In a well-produced audio documentary released on September 20, independent producers John Duffy and Ray Nowosielski attempt to trace the 9-11 intelligence failure to its source.

Titled “Who is Rich Blee,” the production is a model of fairness that the producers’ pampered peers in the major media would do well to emulate. It deserves more attention than it has gotten.

That much said, if “Rich Blee” has one failing it is this: as with so many other explorations of 9-11, the producers do not even consider the possibility of Iraqi involvement in that day’s events.

What makes the failure troubling is that “Rich Blee” centers on a critical planning session in which Iraqi involvement is undeniable, an al Qaeda summit in Malaysia in January 2000.
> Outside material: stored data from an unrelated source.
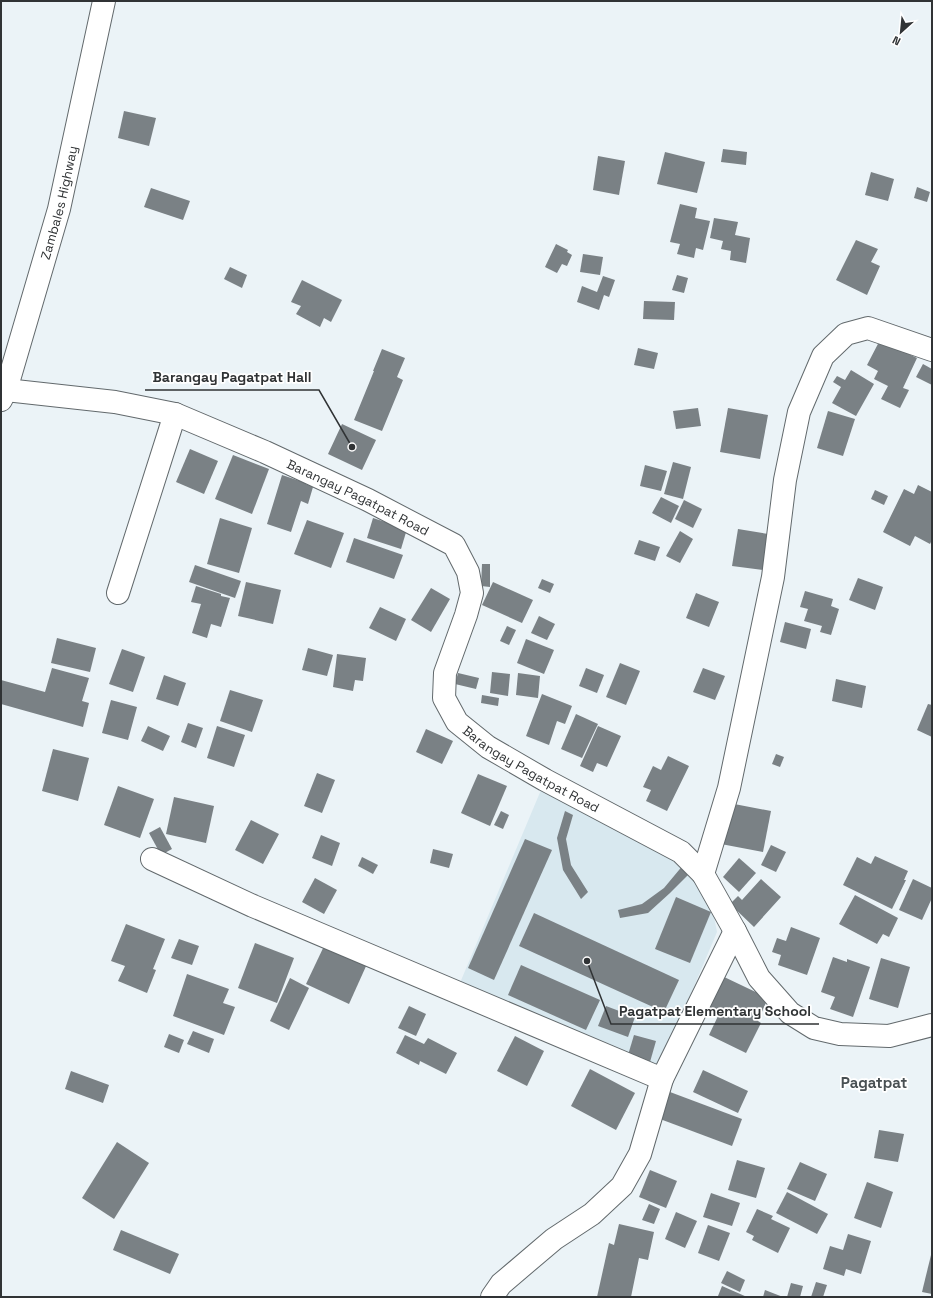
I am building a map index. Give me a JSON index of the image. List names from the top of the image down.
{
  "streets": {
    "street": ["Zambales Highway", "Barangay Pagatpat Road"]
  },
  "crossings": [
    ["Zambales Highway", "Barangay Pagatpat Road"]
  ],
  "districts": ["Pagatpat"],
  "places": ["Barangay Pagatpat Hall", "Pagatpat Elementary School"],
  "north": "bottom left"
}
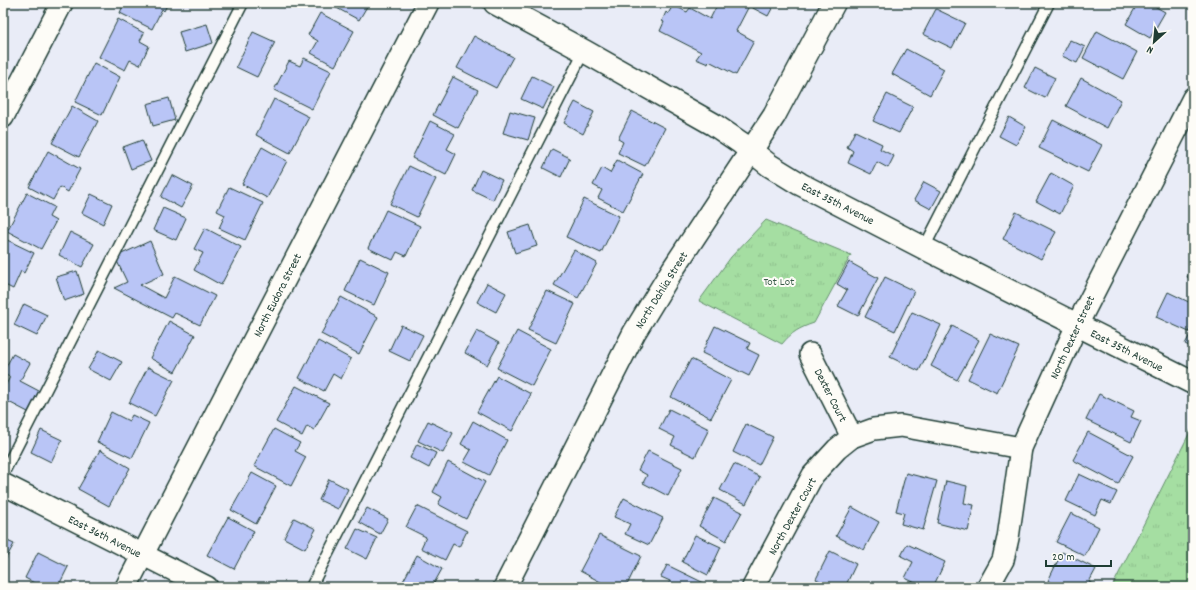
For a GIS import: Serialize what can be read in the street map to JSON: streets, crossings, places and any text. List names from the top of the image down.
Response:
{
  "streets": {
    "street": [
      "East 35th Avenue",
      "North Dahlia Street",
      "North Eudora Street",
      "North Dexter Street",
      "Dexter Court",
      "North Dexter Court",
      "East 36th Avenue"
    ]
  },
  "crossings": [
    ["East 35th Avenue", "North Dahlia Street"],
    ["East 35th Avenue", "North Dexter Street"],
    ["North Eudora Street", "East 36th Avenue"],
    ["North Dexter Street", "North Dexter Court"],
    ["Dexter Court", "North Dexter Court"]
  ],
  "parks": ["Tot Lot"],
  "scale_bar": "20 m",
  "north": "bottom left"
}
As shall be seen, the producers do not explore an Iraqi connection because many, if not all, of their interview subjects have a vested interest in ignoring that connection.

To their credit, however, the producers have done an impressive job of lining up interviews. Subjects include Clinton anti-terror czar Richard Clarke, 9-11 chair Tom Kean, and, most productively, FBI agent Mark Rossini who had been assigned at the time to Alec Station, the CIA station tasked with tracking al Qaeda.

With some justification, the producers argue that Alec Station head Rich Blee and his CIA colleagues suffered no adverse consequences for the inarguable intelligence breakdown that allowed September 11 to unfold as it did.

Central to this breakdown was Alec Station’s inexplicable reluctance to alert the FBI, among others, to the arrival of two known al Qaeda terrorists, Khalid Muhammad Abdallah al-Mihdhar and Nawaf al-Hazmi, into the United States in January 2000.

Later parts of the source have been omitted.